Your goal
Only a number is expected here: the count of lines in the data that contain "River".

Task data
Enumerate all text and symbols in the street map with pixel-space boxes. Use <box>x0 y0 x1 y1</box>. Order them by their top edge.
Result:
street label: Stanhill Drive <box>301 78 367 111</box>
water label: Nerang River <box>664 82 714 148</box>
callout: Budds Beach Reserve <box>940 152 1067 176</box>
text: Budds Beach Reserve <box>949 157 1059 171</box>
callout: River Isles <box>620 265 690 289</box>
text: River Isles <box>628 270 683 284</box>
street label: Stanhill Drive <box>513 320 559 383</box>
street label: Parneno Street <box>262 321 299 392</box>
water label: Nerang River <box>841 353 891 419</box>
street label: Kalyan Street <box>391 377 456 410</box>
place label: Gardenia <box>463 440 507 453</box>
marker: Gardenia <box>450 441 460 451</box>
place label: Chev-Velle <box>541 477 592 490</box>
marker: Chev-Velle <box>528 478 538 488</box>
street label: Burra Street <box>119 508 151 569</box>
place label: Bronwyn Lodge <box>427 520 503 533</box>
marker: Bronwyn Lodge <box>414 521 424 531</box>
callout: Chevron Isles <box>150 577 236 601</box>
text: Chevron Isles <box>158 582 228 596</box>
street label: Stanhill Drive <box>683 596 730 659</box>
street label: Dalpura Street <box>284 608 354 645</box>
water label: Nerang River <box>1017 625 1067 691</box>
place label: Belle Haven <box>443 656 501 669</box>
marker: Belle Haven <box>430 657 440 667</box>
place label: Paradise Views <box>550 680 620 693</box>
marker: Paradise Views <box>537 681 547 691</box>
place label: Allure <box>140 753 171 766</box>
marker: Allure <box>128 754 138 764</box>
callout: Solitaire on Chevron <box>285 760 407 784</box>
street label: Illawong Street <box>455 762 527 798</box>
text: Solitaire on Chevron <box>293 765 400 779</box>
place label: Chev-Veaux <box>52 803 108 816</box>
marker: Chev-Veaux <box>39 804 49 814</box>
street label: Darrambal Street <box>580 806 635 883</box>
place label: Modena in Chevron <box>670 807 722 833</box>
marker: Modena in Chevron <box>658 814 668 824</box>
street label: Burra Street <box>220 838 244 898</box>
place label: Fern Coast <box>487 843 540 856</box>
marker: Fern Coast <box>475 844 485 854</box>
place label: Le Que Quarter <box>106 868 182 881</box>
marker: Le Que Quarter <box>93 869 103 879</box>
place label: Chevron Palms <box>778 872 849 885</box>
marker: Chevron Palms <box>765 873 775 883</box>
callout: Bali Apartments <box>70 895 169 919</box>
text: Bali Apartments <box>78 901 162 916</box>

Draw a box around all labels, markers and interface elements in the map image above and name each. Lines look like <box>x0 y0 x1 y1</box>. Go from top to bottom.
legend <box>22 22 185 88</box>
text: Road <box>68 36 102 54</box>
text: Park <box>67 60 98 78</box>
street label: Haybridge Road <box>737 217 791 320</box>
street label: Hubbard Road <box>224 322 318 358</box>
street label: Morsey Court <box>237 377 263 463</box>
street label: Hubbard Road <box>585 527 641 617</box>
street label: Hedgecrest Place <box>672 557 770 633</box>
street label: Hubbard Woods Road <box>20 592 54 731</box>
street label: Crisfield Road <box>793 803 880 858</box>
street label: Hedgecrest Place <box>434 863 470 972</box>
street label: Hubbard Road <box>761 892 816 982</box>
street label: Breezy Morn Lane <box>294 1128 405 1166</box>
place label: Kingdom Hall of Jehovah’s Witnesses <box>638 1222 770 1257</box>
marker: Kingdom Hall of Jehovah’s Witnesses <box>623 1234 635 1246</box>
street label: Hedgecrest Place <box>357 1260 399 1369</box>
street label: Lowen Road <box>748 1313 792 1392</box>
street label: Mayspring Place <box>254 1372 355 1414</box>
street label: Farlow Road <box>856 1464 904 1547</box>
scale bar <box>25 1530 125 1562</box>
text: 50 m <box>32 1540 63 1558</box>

Answer
5